WORK ITEM:
The records must be repeated exactly and in their entirety.

DATA FOR THIS TASK:
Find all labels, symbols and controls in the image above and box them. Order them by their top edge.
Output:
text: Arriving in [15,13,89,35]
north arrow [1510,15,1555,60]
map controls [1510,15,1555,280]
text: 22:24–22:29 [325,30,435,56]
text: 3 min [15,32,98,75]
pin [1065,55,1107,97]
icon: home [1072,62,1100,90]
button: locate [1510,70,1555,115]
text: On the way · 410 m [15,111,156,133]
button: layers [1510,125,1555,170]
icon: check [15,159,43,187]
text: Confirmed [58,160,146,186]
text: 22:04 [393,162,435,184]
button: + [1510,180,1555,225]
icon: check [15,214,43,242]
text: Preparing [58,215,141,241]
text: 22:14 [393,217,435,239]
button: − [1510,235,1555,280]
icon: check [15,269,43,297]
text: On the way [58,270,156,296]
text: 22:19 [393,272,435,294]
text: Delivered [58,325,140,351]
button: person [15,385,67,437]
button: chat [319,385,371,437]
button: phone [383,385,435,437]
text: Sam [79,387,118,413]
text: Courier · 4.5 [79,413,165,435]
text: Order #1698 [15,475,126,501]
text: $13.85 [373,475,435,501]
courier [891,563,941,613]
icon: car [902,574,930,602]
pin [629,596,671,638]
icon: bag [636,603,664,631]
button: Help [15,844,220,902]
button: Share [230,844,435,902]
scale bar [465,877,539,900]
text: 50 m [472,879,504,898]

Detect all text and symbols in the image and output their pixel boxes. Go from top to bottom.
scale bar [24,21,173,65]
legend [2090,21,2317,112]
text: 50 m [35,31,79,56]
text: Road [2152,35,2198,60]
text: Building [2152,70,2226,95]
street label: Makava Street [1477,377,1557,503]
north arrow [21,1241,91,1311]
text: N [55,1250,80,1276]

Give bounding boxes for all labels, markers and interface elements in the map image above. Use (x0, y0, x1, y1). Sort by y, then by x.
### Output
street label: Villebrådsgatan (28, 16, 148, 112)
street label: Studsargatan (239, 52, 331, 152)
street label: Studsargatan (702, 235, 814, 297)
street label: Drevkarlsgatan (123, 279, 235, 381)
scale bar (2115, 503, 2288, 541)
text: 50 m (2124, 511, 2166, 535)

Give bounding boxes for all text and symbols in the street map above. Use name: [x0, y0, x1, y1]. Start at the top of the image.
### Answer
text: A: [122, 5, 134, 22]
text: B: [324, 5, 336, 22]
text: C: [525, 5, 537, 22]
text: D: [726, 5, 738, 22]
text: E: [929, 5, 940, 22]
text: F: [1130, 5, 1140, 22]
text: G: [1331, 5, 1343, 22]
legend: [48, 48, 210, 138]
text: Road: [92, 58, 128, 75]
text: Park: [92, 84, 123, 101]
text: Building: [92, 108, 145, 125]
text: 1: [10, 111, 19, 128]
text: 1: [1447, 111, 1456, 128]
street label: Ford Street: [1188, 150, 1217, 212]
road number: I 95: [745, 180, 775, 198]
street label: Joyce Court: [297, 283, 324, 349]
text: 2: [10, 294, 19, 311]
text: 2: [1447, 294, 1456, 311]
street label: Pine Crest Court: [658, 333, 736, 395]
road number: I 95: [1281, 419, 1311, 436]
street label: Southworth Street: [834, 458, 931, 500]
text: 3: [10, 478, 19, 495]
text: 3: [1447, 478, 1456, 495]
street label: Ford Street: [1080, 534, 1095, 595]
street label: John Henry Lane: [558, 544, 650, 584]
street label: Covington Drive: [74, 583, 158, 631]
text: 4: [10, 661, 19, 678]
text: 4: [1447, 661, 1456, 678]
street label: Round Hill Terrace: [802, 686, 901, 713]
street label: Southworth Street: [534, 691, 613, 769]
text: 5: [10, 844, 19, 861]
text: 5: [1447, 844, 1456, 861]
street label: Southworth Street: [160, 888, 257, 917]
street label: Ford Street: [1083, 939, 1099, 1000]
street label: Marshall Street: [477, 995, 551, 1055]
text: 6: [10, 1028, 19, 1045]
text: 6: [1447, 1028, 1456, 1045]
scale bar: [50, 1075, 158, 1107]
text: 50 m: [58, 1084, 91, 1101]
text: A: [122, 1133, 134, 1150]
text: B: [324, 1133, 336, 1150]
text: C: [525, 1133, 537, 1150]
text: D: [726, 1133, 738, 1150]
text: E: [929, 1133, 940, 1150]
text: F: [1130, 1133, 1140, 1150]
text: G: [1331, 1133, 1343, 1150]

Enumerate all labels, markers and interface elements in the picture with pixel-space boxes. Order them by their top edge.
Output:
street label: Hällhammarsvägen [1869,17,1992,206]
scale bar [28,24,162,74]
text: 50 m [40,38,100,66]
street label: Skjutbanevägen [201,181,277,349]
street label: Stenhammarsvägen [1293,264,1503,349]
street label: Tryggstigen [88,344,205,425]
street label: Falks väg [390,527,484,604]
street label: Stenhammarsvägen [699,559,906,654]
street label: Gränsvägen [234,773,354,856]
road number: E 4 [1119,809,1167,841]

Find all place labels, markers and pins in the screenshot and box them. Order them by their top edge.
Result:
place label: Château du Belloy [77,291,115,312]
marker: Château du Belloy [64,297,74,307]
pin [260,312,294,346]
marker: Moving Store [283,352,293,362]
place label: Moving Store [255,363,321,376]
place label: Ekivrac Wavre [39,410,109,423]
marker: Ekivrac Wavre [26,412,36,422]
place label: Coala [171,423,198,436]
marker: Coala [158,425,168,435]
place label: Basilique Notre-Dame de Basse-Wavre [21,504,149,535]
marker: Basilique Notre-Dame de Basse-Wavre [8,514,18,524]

OUTPUT BELOW:
Find all labels, symbols and controls in the image above and box them. Order them by their top edge.
Output:
text: Arriving in [15,13,89,35]
north arrow [1510,15,1555,60]
map controls [1510,15,1555,280]
text: 22:24–22:29 [325,30,435,56]
text: 3 min [15,32,98,75]
pin [1065,55,1107,97]
icon: home [1072,62,1100,90]
button: locate [1510,70,1555,115]
text: On the way · 410 m [15,111,156,133]
button: layers [1510,125,1555,170]
icon: check [15,159,43,187]
text: Confirmed [58,160,146,186]
text: 22:04 [393,162,435,184]
button: + [1510,180,1555,225]
icon: check [15,214,43,242]
text: Preparing [58,215,141,241]
text: 22:14 [393,217,435,239]
button: − [1510,235,1555,280]
icon: check [15,269,43,297]
text: On the way [58,270,156,296]
text: 22:19 [393,272,435,294]
text: Delivered [58,325,140,351]
button: person [15,385,67,437]
button: chat [319,385,371,437]
button: phone [383,385,435,437]
text: Sam [79,387,118,413]
text: Courier · 4.5 [79,413,165,435]
text: Order #1698 [15,475,126,501]
text: $13.85 [373,475,435,501]
courier [891,563,941,613]
icon: car [902,574,930,602]
pin [629,596,671,638]
icon: bag [636,603,664,631]
button: Help [15,844,220,902]
button: Share [230,844,435,902]
scale bar [465,877,539,900]
text: 50 m [472,879,504,898]

Detect all text and symbols in the image and output their pixel boxes. Go from top to bottom.
scale bar [24,21,173,65]
legend [2090,21,2317,112]
text: 50 m [35,31,79,56]
text: Road [2152,35,2198,60]
text: Building [2152,70,2226,95]
street label: Makava Street [1477,377,1557,503]
north arrow [21,1241,91,1311]
text: N [55,1250,80,1276]

Give bounding boxes for all labels, markers and interface elements in the map image above. Use (x0, y0, x1, y1). Sort by y, then by x.
### Output
street label: Villebrådsgatan (28, 16, 148, 112)
street label: Studsargatan (239, 52, 331, 152)
street label: Studsargatan (702, 235, 814, 297)
street label: Drevkarlsgatan (123, 279, 235, 381)
scale bar (2115, 503, 2288, 541)
text: 50 m (2124, 511, 2166, 535)

Give bounding boxes for all text and symbols in the street map above. Use name: [x0, y0, x1, y1]. Start at the top of the image.
### Answer
text: A: [122, 5, 134, 22]
text: B: [324, 5, 336, 22]
text: C: [525, 5, 537, 22]
text: D: [726, 5, 738, 22]
text: E: [929, 5, 940, 22]
text: F: [1130, 5, 1140, 22]
text: G: [1331, 5, 1343, 22]
legend: [48, 48, 210, 138]
text: Road: [92, 58, 128, 75]
text: Park: [92, 84, 123, 101]
text: Building: [92, 108, 145, 125]
text: 1: [10, 111, 19, 128]
text: 1: [1447, 111, 1456, 128]
street label: Ford Street: [1188, 150, 1217, 212]
road number: I 95: [745, 180, 775, 198]
street label: Joyce Court: [297, 283, 324, 349]
text: 2: [10, 294, 19, 311]
text: 2: [1447, 294, 1456, 311]
street label: Pine Crest Court: [658, 333, 736, 395]
road number: I 95: [1281, 419, 1311, 436]
street label: Southworth Street: [834, 458, 931, 500]
text: 3: [10, 478, 19, 495]
text: 3: [1447, 478, 1456, 495]
street label: Ford Street: [1080, 534, 1095, 595]
street label: John Henry Lane: [558, 544, 650, 584]
street label: Covington Drive: [74, 583, 158, 631]
text: 4: [10, 661, 19, 678]
text: 4: [1447, 661, 1456, 678]
street label: Round Hill Terrace: [802, 686, 901, 713]
street label: Southworth Street: [534, 691, 613, 769]
text: 5: [10, 844, 19, 861]
text: 5: [1447, 844, 1456, 861]
street label: Southworth Street: [160, 888, 257, 917]
street label: Ford Street: [1083, 939, 1099, 1000]
street label: Marshall Street: [477, 995, 551, 1055]
text: 6: [10, 1028, 19, 1045]
text: 6: [1447, 1028, 1456, 1045]
scale bar: [50, 1075, 158, 1107]
text: 50 m: [58, 1084, 91, 1101]
text: A: [122, 1133, 134, 1150]
text: B: [324, 1133, 336, 1150]
text: C: [525, 1133, 537, 1150]
text: D: [726, 1133, 738, 1150]
text: E: [929, 1133, 940, 1150]
text: F: [1130, 1133, 1140, 1150]
text: G: [1331, 1133, 1343, 1150]

Enumerate all labels, markers and interface elements in the picture with pixel-space boxes. Order them by their top edge.
Output:
street label: Hällhammarsvägen [1869,17,1992,206]
scale bar [28,24,162,74]
text: 50 m [40,38,100,66]
street label: Skjutbanevägen [201,181,277,349]
street label: Stenhammarsvägen [1293,264,1503,349]
street label: Tryggstigen [88,344,205,425]
street label: Falks väg [390,527,484,604]
street label: Stenhammarsvägen [699,559,906,654]
street label: Gränsvägen [234,773,354,856]
road number: E 4 [1119,809,1167,841]

Find all place labels, markers and pins in the screenshot and box them. Order them by their top edge.
Result:
place label: Château du Belloy [77,291,115,312]
marker: Château du Belloy [64,297,74,307]
pin [260,312,294,346]
marker: Moving Store [283,352,293,362]
place label: Moving Store [255,363,321,376]
place label: Ekivrac Wavre [39,410,109,423]
marker: Ekivrac Wavre [26,412,36,422]
place label: Coala [171,423,198,436]
marker: Coala [158,425,168,435]
place label: Basilique Notre-Dame de Basse-Wavre [21,504,149,535]
marker: Basilique Notre-Dame de Basse-Wavre [8,514,18,524]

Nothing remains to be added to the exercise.